Che sia l'irrefrenabile voglia di svagarci in tempo di perdurante pandemia, a dar vita alle tante edizioni de Il barbiere di Siviglia proposte in giro? Pure CortinAteatro ha inserito nel suo cartellone estivo il capolavoro rossiniano, portando alla Alexander Girardi Hall una produzione dall'impronta decisamente giovanile. E con una mise en scène quasi completa stavolta - non solo concertistica, come per La traviata proposta lo scorso anno - visto che i tempi (ed i vaccini) finalmente lo permettono. Resta però l'empasse del distanziamento, che riduce a metà la capacità della sala cortinese: questo Barbiere fra le vette dolomitiche in verità avrebbe meritato un pubblico più numeroso.
Direttore preciso, orchestra un po' meno
L'Orchestra Filarmonia Veneta, in formazione quasi cameristica, è nelle mani del trentacinquenne Jacopo Cacco. Segnalatosi in un recente master di Giancarlo Andretta, il maestro trevigiano rivela polso fermo, un talento musicale ben formato, notevole attitudine alla concertazione; e si intravede una forte ricerca di varietà ritmica e di colori. Però per giudicarlo meglio lo vorremmo a capo d'una compagine meno distratta ed imprecisa, come purtroppo appare in questa occasione la Filarmonia. Il Coro La Stele - formazione amatoriale – è stato preparato con grande cura da Matteo Valbusa.
Quanto alle voci, Bruno Taddia presenta un Figaro pirotecnico, spontaneo, scatenato e spiritoso in scena sin dalla celebre cavatina d'ingresso, motivo per cui perdoniamo volentieri l'inopportuno ricorso a certi falsettoni e qualche piccola sbavatura vocale; quello che conta è la piena riuscita del personaggio.
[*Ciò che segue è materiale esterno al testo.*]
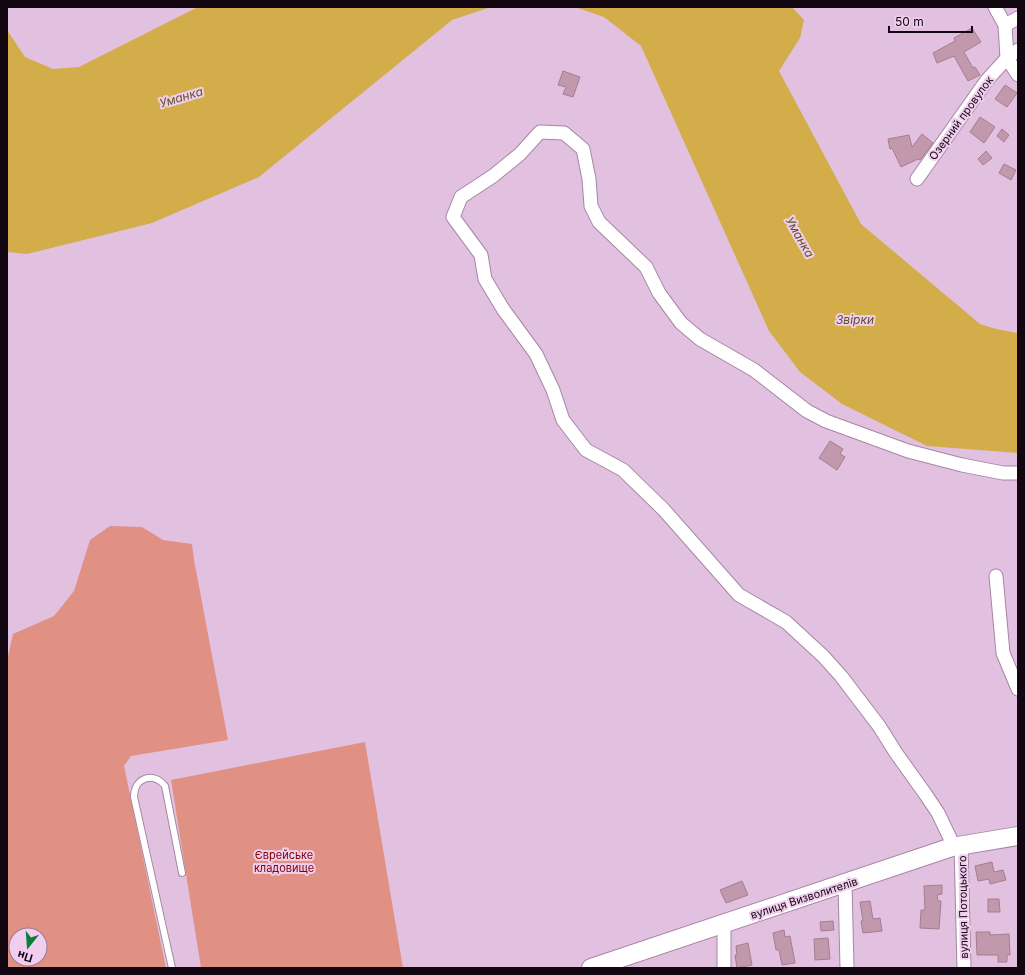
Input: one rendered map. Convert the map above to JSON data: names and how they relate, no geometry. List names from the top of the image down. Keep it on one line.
{"streets":{"main road":["вулиця Визволителів"],"street":["Озерний провулок","вулиця Потоцького"]},"crossings":[["вулиця Визволителів","вулиця Потоцького"]],"water":["Уманка","Звірки"],"parks":["Єврейське кладовище"],"scale_bar":"50 m","north":"bottom"}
Francesco Brito è un Almaviva dal temperamento spigliato, dal timbro chiaro e svettante, dal fraseggio abbastanza espressivo: «Se il mio nome» la risolve accompagnandosi da sé alla chitarra, e la cosa funziona bene. Ma non sempre sono precisi gli abbellimenti, e non sempre ben timbrati gli acuti, un vero peccato.
Quello di Rosina è un personaggio difficile, ambiguo, per l'oscillazione fra patina melanconica e guizzi peperini. Il ruolo calza a pennello a Paola Gardina, che altre all'indubbia padronanza della tecnica – le colorature non sono né pompate né artificiose, ma ben sgranate – mette in campo un timbro vellutato, dalle accattivanti bruniture, bella verve scenica e frizzante comunicativa.
Un Don Bartolo scoppiettante
Strano incontrare un Bartolo in polo sportiva e braghe casual: ma quello tratteggiato da Biagio Pizzuti non è un vegliardo bavoso, bensì un cinquantenne ancora giovanile, guizzante e venale, in cerca di riscatto amoroso. Ed è interpretato con giusto brio, buona profusione di colori, morbida omogeneità di voce e e sillabato perfetto dal baritono salernitano: doti già ammirate al Filarmonico di Verona nel recente tour de force del logorroico Parlatore eterno di Ponchielli. Decorosa la statura vocale del Don Basilio di Enrico Rinaldo; Alex Martini è un solido, elegante Fiorello; la giovane Federica Gasparella annaspa un po' nella sua Berta.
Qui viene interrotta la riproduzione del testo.